遠回りして帰ろうか


いなくなったあの子

 そこに音は、いらなかった。ただ、目が合った。垂れ気味の、柔和な印象を与える瞳。明るい黄色のマフラーを巻いた彼は、望月綾時と言うらしい。何故か私は、ファルロスのことを思った。君と僕はずっと友達だからね、と、寂しそうに微笑んだ男の子。朝日のもとで見た幼い少年の肌の色、瞳の色、それらと一致するものが、あるような気がする。
 唐突な別れには慣れていたし、別段気にすることでもないだろう。会いに行けばいいのだ。そう思っていた。けれど、あの子はもう二度と会うことはないだろうと言った。そして、消えてしまったのだ。闇の中に溶けるような、いつものそれではなかった。光になって、霧散するような、それ。私はその時、二度と会うことが叶わない条件について考えを改めざるを得なくなったのだ。それは、どちらかが死んだ場合と、会う意志がない場合。あの子は、もう、本当に私の目の前には現れないだろう。きっと術がないんだ。潰えてしまった。だって、あの子の目に光った雫がなんなのか気付けない程、世界は暗くなかったから。


「望月くんってさ、色んな女子に片っ端から声掛けてるんだってね…転校初日からよくやるねって感じ」


 ゆかりの呆れた声に、苦笑いを浮かべた。あれから望月君は、学校内を案内して、とか、色んな口実を駆使して兎に角女子生徒に声を掛けていたし、多分ゆかりからしたら、マジない、の部類に入るだろう。
 ああ、けど、なんか懐かしい感じがした…。
 思い出すのは、朝の事。転校生を紹介するから座りなさい、と、その言葉に続いて彼が教室に入ってきた瞬間、胸の内側で、何かが叫んでいた。それが何なのかは、分からないけれど、痛みにも似たこの感情は、なんなんだろう。思わず首を傾げる。身勝手なシンパシー。ざわざわと、何かがざわめくような気配。思慮の海に溺れかけた私に気付いたのか、もう望月君の話題はいいやと言わんばかりに、ゆかりは私を新しくオープンした雑貨屋へ誘った。
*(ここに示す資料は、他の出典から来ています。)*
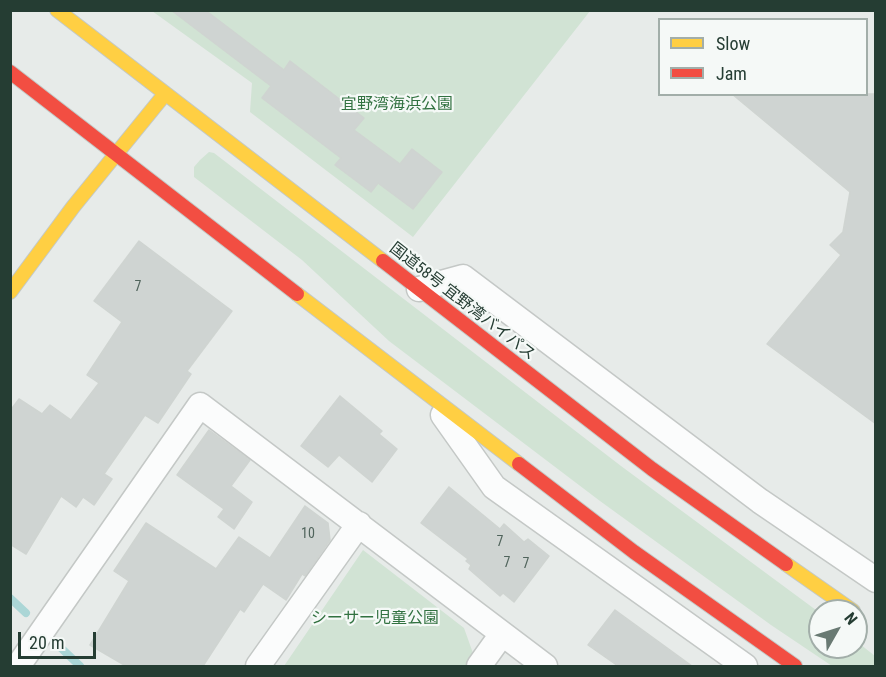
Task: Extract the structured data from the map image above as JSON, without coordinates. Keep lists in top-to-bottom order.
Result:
{
  "streets": {
    "main road": ["国道58号 宜野湾バイパス"]
  },
  "parks": ["宜野湾海浜公園", "シーサー児童公園"],
  "house_numbers": [
    "7",
    "10",
    "7",
    "7",
    "7"
  ],
  "legend": ["Slow", "Jam"],
  "scale_bar": "20 m",
  "north": "top right"
}
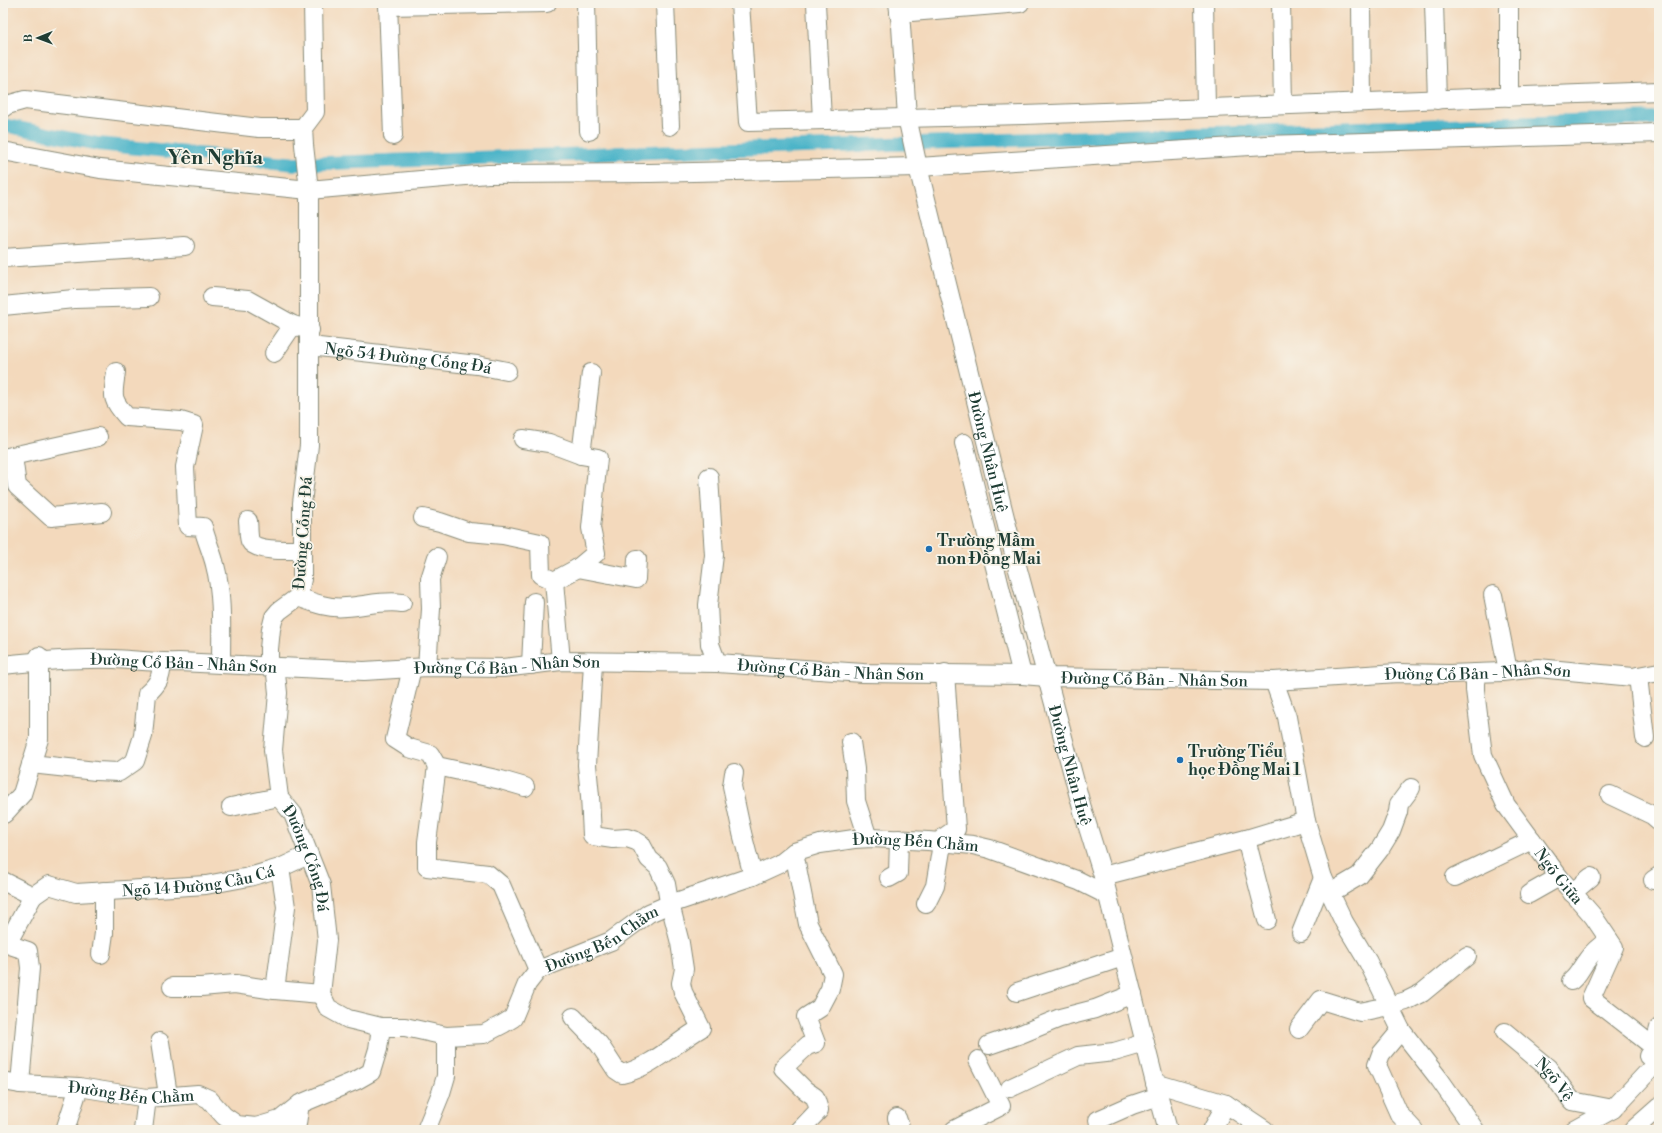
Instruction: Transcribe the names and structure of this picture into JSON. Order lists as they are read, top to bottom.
{
  "streets": {
    "street": [
      "Ngõ 54 Đường Cống Đá",
      "Đường Nhân Huệ",
      "Đường Cống Đá",
      "Đường Cổ Bản - Nhân Sơn",
      "Đường Bến Chằm",
      "Ngõ Giữa",
      "Ngõ 14 Đường Cầu Cá",
      "Ngõ Vệ"
    ]
  },
  "crossings": [
    ["Ngõ 54 Đường Cống Đá", "Đường Cống Đá"],
    ["Đường Nhân Huệ", "Đường Cổ Bản - Nhân Sơn"],
    ["Đường Nhân Huệ", "Đường Bến Chằm"],
    ["Đường Cống Đá", "Đường Cổ Bản - Nhân Sơn"],
    ["Đường Cổ Bản - Nhân Sơn", "Ngõ Giữa"]
  ],
  "districts": ["Yên Nghĩa"],
  "places": ["Trường Mầm non Đồng Mai", "Trường Tiểu học Đồng Mai 1"],
  "north": "left"
}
「なんかさ、可愛い雑貨屋さんがモールに入ったんだって!今から見に行かない?」

「行く行く!」

「で、帰りになんか食べてから帰ろ?」


 もやもやが消えていく。私は深く考えることをやめて、私の腕を引くゆかりに笑い掛けた。



*



 寮の雰囲気は、どことなく暗い。まだやるべき事がある、と、弱気な発言を自身に赦さなかった真田先輩は、進まない事態への苛立ちや焦り、疲労が蓄積されているみたいで。三年生総倒れとかないよな、と思わず順平が溢すほどに弱っていた。そんな彼を誘って、ラウンジへ。疲れてる時にいいですよ、と、ハーブティーを手渡せば、すまないな、と表情を綻ばせた。
 こんなところを見せて貰えるのは、私だけかな、なんて優越感。甘えを見せない彼を、精一杯甘やかしたいだなんて。私は年下だし、女だし、そう言うのを見せるの、男の人は嫌がるかもしれない。けれど、私が安穏と暮らしていた数年間を戦いに投じた彼の不安や負担を推し量る事が出来ないような恋人では、居たくないんだよ。
 人の分まで背負える程余裕がある訳じゃない。いつだって容量オーバーになりそうな私だけれど、特別な人のために使うメモリを確保するのは案外容易い事じゃないかなって最近になって思うようになった。私がきっとパンクしそうになったら、その時はきっと彼が何とかしてくれるだろう、なんて、楽天的かな?私はそうは思わない。無条件の信頼を、この人にならきっと――。


「お前のハーブティー効果か…?はは、今夜は安眠、だな」

「なら、よかったです。あんまり無理、しないでね…」


 あきひこさん、と言い掛けて、此処がラウンジであるため思い直す。真田先輩が、何か言い掛けて、口を閉ざした。奇妙な沈黙。何か、ざわざわとするのだ。私はただ、早く事態が動けばいいのにな。そんな事を思いながら、飲み終わったティーカップを持って、キッチンへ足早に逃げ出したのだった。